Saved entries:
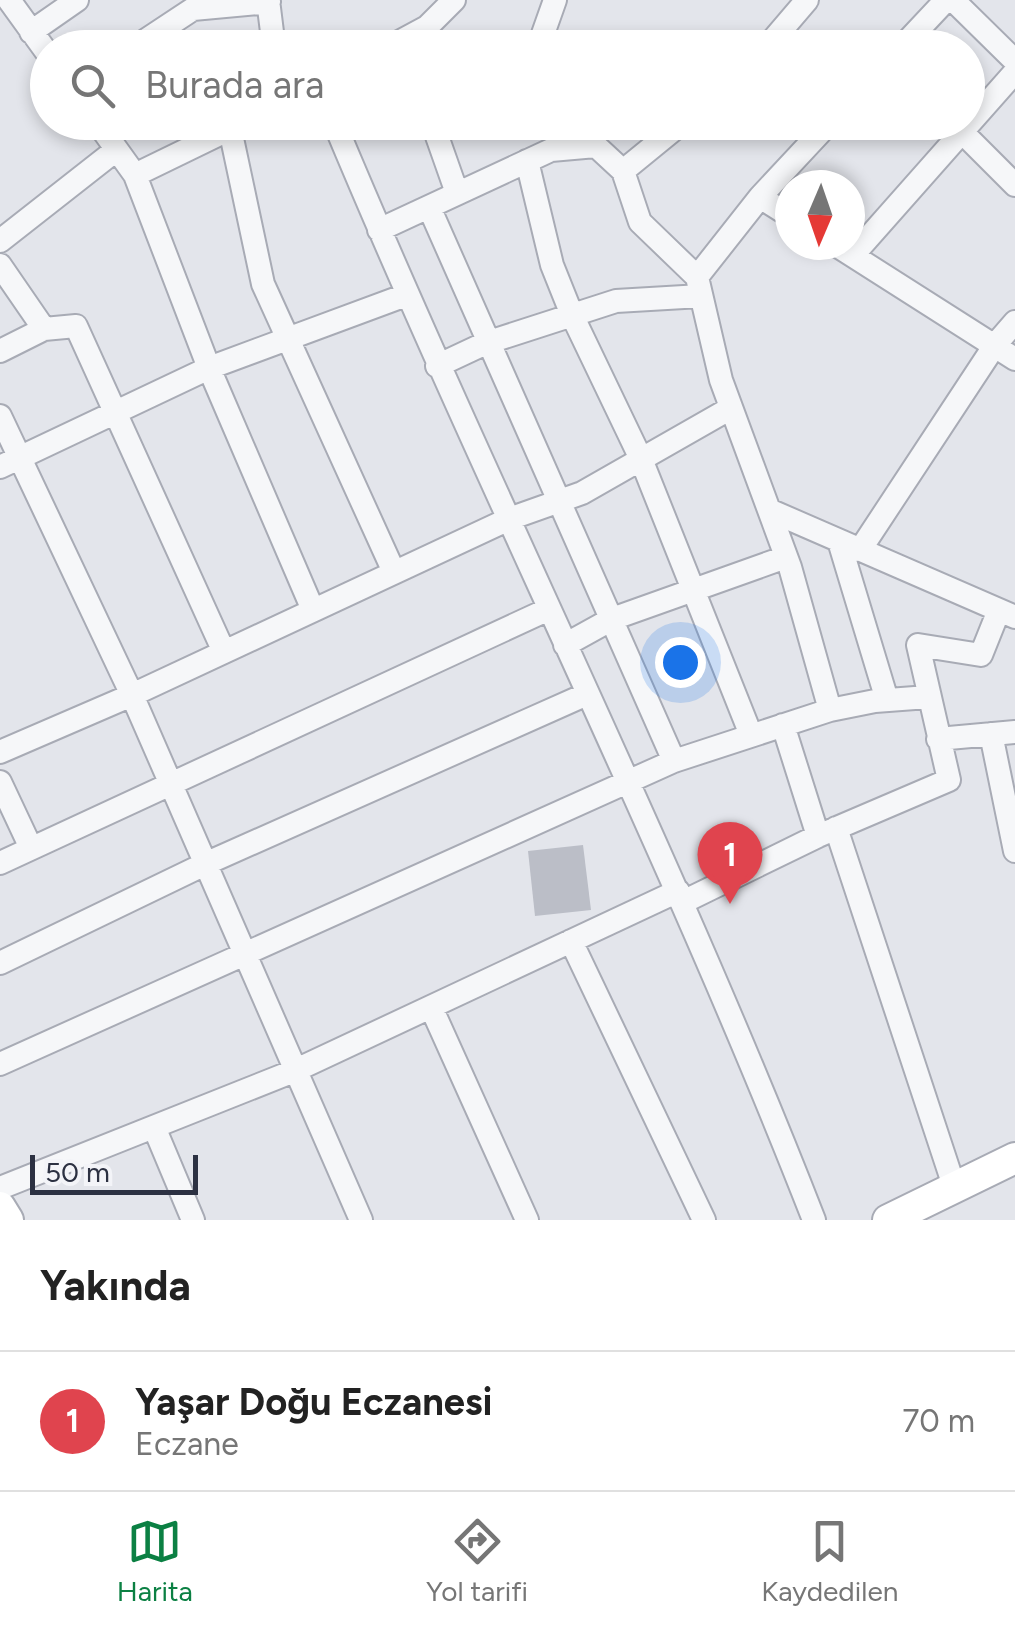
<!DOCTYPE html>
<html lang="tr">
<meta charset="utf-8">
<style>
:root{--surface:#fff;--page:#f6f6f6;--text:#222;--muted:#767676;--line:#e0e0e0;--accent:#0b8043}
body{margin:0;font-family:Figtree,sans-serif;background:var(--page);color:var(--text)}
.compass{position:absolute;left:775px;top:170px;width:90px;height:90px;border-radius:50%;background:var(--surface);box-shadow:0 5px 15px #0003;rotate:182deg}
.scale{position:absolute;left:30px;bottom:25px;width:168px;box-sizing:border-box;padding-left:10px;border:5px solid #2c3142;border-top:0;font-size:28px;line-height:35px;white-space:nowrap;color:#2c3142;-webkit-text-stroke:8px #f3f4f8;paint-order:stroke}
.you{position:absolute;left:680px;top:662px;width:35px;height:35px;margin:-25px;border:8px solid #fff;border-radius:50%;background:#1a73e8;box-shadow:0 0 0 15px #1a73e833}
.badge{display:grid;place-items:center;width:65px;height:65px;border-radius:50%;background:var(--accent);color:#fff;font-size:32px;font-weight:700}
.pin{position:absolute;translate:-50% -82px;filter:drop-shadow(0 2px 5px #0008)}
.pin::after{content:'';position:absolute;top:52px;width:35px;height:30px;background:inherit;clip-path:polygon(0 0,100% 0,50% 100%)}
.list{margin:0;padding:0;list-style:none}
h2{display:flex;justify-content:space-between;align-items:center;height:130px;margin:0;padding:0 40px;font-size:42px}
h2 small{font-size:32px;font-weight:400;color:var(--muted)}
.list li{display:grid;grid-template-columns:65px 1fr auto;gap:30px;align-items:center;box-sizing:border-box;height:140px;padding:0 40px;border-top:2px solid var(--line)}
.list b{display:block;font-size:38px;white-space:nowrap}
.list p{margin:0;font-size:32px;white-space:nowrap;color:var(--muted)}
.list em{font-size:32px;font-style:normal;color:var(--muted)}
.icon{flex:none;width:55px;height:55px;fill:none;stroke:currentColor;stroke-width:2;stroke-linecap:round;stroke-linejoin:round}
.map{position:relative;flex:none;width:1015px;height:1220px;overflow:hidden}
.search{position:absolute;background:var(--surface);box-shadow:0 5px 15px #0003;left:30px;right:30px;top:30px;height:110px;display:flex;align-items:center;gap:25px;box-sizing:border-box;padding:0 35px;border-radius:55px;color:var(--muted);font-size:38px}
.sheet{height:270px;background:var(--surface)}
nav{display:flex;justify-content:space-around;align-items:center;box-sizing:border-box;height:140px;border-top:2px solid var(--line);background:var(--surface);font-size:28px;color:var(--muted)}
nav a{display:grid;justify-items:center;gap:5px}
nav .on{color:var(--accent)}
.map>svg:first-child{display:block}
.building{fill:#bbbec7}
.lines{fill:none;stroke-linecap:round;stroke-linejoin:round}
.street-casing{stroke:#a8abb5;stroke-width:26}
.secondary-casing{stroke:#a8abb5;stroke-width:34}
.street{stroke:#f6f7f9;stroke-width:22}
.secondary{stroke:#fff;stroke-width:30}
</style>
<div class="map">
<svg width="1015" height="1220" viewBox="0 0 1015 1220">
<rect width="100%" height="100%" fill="#e3e5eb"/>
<path class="building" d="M583 845 591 910 535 916 528 851Z"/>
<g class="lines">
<g class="street-casing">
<path id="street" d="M9 0 48 54
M268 0 274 48
M953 0 1015 61
M31 32 77 0
M134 48 193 9 269 2
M388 48 427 27 454 0
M538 48 555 0
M766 48 807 0
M901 48 946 0
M97 122 135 175 209 368 313 610
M334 122C488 491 669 848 814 1220
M432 122 457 193
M551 122 567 148
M230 129 263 284 394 572
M962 132 1015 185
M527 161 552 265 572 315 641 459 751 735
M623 171 640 222 697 277
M135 175 244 122
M760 197 830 122
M429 207 674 761
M790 216 760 197 697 277 721 380 790 567 830 710
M379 230 551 150 596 146 623 171 683 122
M0 241 116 150
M836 245 1015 359
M853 255 1015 72
M0 265 44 329 76 326 224 652
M0 351 44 329
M437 366 486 343 616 301 701 296
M0 416 132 695 361 1220
M0 467 209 368 406 295
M769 510 1015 617
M839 541 887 700
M860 550 995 345 1015 322
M565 645 612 619 786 557
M783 725 818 836
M991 734 1015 851
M938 739 1015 732
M0 752 132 695 509 519 582 493 731 408
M0 782 31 848
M836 828 954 1186
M0 863 549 609
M683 902 818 836 949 780 918 645 981 655 999 610
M571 941 704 1220
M0 963 205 864 587 694
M431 1007 527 1220
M0 1064 674 761 830 710 875 701 928 697
M154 1127 193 1220
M0 1188 294 1071 678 891"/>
</g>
<g class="secondary-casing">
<path id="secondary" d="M0 1207 8 1220
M888 1220 1015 1158"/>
</g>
<use href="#street" class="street"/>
<use href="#secondary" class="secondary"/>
</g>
</svg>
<svg class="compass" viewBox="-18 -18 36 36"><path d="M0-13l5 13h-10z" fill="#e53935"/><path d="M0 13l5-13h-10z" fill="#767676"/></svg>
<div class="scale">50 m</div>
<div class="you"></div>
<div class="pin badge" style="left:730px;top:904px;background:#e0444e">1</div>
<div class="search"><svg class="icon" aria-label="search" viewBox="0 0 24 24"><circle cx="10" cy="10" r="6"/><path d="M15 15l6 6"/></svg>Burada ara</div>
</div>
<section class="sheet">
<h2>Yakında<small></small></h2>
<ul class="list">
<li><span class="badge" style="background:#e0444e">1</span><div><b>Yaşar Doğu Eczanesi</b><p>Eczane</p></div><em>70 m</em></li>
</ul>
</section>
<nav>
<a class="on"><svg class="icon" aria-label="map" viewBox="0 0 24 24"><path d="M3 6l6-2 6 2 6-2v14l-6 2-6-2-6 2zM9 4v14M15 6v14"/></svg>Harita</a>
<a><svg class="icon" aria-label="directions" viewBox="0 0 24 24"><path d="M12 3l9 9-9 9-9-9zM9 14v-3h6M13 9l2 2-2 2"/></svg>Yol tarifi</a>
<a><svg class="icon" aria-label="saved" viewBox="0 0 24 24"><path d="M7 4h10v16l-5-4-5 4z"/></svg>Kaydedilen</a>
</nav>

**What to produce:** Among the preceding records, how many lines include the word "compass"? Reply with the number only.

**Finished exercise:** 2